Tag Archives: Millennium Media Masters

A Creative Extravaganza: Living the Writing Life

This past week’s writing and creative activities have certainly felt in the spirit of the season —  a series of outstanding Christmas stocking stuffers. All of them remind me of why it is so wonderful to be a writer, an editor, and blessed with a lifestyle in which we get to meet and work with some of the most fascinating people in the world.

Without further adieu …

Workshop and Conference Teaching Schedule Announced in January

Next month, we’ll announce most of the 2011 Word Journeys conference and workshop teaching schedule. We’re going to expand from 2010, with confirmed appearances at February’s Southern California Writers Conference in San Diego, March’s Tucson Festival of Books, and a May workshop at New York’s Open Center preceding the Book Expo America convention. We’re also planning workshop series in North San Diego County, Tucson and more. Stay tuned!

Memories with PT

The other day, I met with old friend Peter Townend, professional surfing’s first world champion and co-star of the epic surf films Free Ride and Big Wednesday. He had just come from lunch with Basketball Hall of Famer Bill Walton and others involved with the Legends project that features a group of great sports champions. We sat down to talk about a series of books on which we’ll be working together, including Memories in Pink, a memoir presented in a much different format than usual. During our meeting, PT pulled out a notebook of old typewritten manuscripts dating back to 1974. (While winning the world title in 1976, when pro surfing had no money, he made his living as a surf journalist, working for Rupert Murdoch’s Sydney Daily Mirror and United Press International, among others.) In the notebook was the manuscript of an article on Surf City USA, Huntington Beach, that I assigned him 30 years ago while I was the original editor of Breakout Magazine. In a moment of shared history, he handed me the manuscript and I looked down at my handwritten edit marks … that was cool. Much more coming from PT through the company I co-own, Millennium Media Masters, as we move into 2011 and beyond.

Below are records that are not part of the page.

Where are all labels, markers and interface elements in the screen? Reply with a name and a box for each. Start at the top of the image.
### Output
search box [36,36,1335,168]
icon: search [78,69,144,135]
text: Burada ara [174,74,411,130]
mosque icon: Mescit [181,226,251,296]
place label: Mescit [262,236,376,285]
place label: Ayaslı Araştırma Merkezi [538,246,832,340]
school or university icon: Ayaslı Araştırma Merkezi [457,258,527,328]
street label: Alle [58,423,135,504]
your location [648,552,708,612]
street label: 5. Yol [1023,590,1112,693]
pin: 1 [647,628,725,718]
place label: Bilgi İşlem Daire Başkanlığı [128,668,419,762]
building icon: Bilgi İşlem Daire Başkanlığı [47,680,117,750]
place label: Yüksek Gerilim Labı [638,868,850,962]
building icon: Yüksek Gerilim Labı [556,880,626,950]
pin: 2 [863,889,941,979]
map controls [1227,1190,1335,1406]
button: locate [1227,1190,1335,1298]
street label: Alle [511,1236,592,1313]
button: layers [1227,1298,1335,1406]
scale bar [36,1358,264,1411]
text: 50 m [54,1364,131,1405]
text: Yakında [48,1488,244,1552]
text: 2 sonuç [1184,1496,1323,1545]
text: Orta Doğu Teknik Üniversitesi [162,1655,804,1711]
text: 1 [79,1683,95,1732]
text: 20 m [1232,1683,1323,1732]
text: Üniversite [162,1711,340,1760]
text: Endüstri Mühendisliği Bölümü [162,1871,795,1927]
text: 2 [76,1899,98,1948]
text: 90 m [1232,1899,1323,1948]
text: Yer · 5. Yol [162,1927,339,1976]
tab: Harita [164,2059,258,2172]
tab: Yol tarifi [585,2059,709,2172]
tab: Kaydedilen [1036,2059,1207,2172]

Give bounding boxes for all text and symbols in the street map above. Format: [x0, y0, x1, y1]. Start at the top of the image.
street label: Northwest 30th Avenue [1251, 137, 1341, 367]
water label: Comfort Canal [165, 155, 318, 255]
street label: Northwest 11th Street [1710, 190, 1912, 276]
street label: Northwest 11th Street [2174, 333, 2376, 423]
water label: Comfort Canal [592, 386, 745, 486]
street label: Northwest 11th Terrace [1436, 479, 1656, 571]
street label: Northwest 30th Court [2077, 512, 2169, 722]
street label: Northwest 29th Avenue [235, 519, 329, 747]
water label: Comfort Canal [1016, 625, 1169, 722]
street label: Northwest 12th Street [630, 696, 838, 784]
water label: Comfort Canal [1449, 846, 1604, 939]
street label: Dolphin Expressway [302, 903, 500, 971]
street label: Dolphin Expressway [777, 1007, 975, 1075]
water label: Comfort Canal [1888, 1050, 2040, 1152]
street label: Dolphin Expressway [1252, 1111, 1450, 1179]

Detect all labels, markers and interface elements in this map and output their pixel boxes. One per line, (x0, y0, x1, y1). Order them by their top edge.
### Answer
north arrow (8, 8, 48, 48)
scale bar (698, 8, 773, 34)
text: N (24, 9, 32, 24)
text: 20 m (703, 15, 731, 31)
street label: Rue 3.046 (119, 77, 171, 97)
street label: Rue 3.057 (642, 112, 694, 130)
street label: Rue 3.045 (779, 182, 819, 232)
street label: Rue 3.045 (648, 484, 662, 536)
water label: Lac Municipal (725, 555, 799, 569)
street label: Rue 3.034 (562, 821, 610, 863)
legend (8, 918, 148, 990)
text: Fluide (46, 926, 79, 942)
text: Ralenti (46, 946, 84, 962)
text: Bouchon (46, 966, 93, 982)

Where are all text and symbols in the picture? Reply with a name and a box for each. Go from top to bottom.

A Poetry Read Worth Remembering

I’ve become thoroughly convinced that San Diego County is one of the most underrated parts of the country when it comes to poetry. San Francisco and New York get the ink, but every time I turn up for a reading in San Diego County, something or someone else blows me away. Which is good, because if you blow me away, you’re likely to get published in the literary journal I edit, The Hummingbird Review.

The other night, I attended the Magee Park Poets reading in Carlsbad — the third of three fantastic readings in the past six weeks. The others were our Hummingbird Review Poetry Revue and a group reading by students of Solana Beach master poetry teacher Harry Griswold. Poets read their works that were selected for the annual Magee Poets Anthology, and many were quite outstanding.

One poet, however, took my breath away: D.N. Sutton. She’s been in this blog before, three years ago. Now she’s 90, and this elegant Southern belle walked up to the stage and brought the house down with her meticulously read poem, “Question Mark (at age 90).” It’s about going into the twilight, but not before living her life to the fullest. You’ll see it in the next issue of The Hummingbird Review, which releases in mid-February.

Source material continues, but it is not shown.